Lakshya (English: Aim) is a 2004 Indian war drama film directed by Farhan Akhtar, starring Hrithik Roshan, Preity Zinta and Sharad Kapoor in the lead roles. Hrithik Roshan plays the role of Lieutenant (later acting Captain) Karan Shergill, who develops from an aimless young man into an army officer. It is a coming-of-age story set against a fictionalized backdrop of the 1999 Kargil War.

Plot[edit]

Karan Shergill (Hrithik Roshan) is a young man from Delhi who has no goal or plans for his future. His father (Boman Irani) is a businessman and his brother is a successful individual living in America. His girlfriend, Romi (Preity Zinta), a student activist and reporter who espouses fashionable causes out of well-meaning sincerity, tells him he needs to find a goal in life. When a friend announces he is going to join the Indian Army, Karan applies to the Indian Military Academy (IMA) as well, despite dissent from his parents.

Karan gets selected into the IMA, although his friend backs out. However, he is undisciplined and unused to life there. He keeps receiving punishments from the training team. Upset, he runs away from the academy, which causes Romi to break up with him. Karan finally comes to terms with his situation and makes his decision. He returns to the IMA, takes his punishment, becomes a focused, disciplined officer cadet and eventually commissions into the Indian Army. Karan is posted to the 3rd battalion of the Punjab Regiment, commanded by Col. Sunil Damle (Amitabh Bachchan). The battalion is stationed in Kargil, Jammu and Kashmir. Karan comes home on leave and finds out that Romi is getting engaged, but is recalled to his battalion due to an outbreak of hostilities in Kargil, and his leave is cut short.

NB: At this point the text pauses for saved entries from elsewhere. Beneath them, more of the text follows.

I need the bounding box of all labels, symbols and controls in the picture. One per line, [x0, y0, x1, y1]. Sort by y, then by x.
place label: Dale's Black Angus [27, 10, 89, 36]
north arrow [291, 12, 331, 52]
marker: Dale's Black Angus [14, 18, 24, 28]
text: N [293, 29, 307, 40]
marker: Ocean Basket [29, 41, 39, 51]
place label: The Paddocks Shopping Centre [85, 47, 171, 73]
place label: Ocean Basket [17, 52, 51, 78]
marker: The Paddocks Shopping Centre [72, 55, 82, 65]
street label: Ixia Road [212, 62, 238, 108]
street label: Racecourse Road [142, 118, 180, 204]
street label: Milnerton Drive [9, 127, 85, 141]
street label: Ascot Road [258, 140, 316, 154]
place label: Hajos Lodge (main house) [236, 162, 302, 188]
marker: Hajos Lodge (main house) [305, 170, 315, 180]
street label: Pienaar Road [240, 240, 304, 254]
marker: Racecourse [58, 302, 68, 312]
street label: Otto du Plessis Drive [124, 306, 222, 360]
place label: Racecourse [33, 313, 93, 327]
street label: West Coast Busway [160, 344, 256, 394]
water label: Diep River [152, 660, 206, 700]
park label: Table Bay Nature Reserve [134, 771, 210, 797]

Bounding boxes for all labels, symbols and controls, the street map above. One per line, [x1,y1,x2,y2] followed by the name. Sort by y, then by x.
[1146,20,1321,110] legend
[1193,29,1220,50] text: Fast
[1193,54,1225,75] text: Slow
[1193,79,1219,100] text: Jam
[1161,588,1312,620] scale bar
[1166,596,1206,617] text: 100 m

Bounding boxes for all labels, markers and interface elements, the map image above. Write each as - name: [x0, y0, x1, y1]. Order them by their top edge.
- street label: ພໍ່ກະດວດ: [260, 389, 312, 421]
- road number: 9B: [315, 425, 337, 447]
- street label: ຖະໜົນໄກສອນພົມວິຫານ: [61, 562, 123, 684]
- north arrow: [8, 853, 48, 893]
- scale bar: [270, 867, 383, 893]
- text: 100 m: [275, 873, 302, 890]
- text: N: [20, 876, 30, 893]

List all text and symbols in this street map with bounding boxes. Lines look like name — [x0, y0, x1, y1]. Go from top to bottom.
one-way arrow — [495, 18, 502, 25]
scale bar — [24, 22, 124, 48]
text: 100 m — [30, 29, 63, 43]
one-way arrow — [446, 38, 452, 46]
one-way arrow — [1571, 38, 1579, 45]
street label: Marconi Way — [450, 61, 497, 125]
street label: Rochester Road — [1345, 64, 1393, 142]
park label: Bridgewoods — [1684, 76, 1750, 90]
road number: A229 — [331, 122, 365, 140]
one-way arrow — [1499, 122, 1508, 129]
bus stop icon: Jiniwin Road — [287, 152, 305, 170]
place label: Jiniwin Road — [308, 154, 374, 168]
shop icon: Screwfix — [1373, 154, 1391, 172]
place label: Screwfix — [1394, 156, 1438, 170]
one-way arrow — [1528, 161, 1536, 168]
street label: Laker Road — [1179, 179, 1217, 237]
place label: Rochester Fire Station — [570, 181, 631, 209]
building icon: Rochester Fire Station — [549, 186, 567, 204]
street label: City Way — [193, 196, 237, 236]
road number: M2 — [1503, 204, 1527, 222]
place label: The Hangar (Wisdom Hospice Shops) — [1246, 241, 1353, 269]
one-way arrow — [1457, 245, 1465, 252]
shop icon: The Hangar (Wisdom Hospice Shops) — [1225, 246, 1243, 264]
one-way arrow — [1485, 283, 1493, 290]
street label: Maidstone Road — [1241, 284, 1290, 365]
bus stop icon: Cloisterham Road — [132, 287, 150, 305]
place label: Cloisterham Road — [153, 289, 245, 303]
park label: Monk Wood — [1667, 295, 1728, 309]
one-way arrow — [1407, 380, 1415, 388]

He reports back to his battalion, where he is promoted to the rank of acting Captain. His battalion CO briefs the officers on the latest situation. He reveals that a number of infiltrators have crossed the Line of Control from Pakistan and currently occupy a series of mountain peaks on the Indian side of the border. The battalion has been assigned to secure Point 5179, a crucial vantage point dominating the army's main supply line, the NH1D. The northern side of the mountain is on the Pakistani side of the LoC, the western side has a 1000-foot vertical rock cliff and the southern side has 3km of empty ground with no cover. Therefore, the battalion decides to attack from the eastern side of the mountain. The first part of the assault is successful. The battalion destroys the enemy's screening units with Karan cited for his bravery in saving another officer's life. Meanwhile, Romi gets stationed to Kargil as a war correspondent, where she meets a changed Karan.

Romi breaks off her engagement and tries to renew her relationship with Karan amidst the war. In the second phase of the assault, the battalion attacks the peak of the mountain but fails to capture it due to the strategic advantage and heavy weaponry the Pakistanis have. The unit suffers heavy casualties. Brigadier Puri (Amrish Puri) summons Col. Damle and gives him 48 hours to capture the peak - after that time period, responsibility for Point 5179 will be given to another battalion. Col. Damle then orders a group of 12 officers and soldiers (including Karan) to scale the 1000-foot rock cliff on the western side of the mountain and flank the enemy stronghold. They will be provided with artillery support from the eastern side. Karan realises that he has finally found his goal in the form of capturing the peak.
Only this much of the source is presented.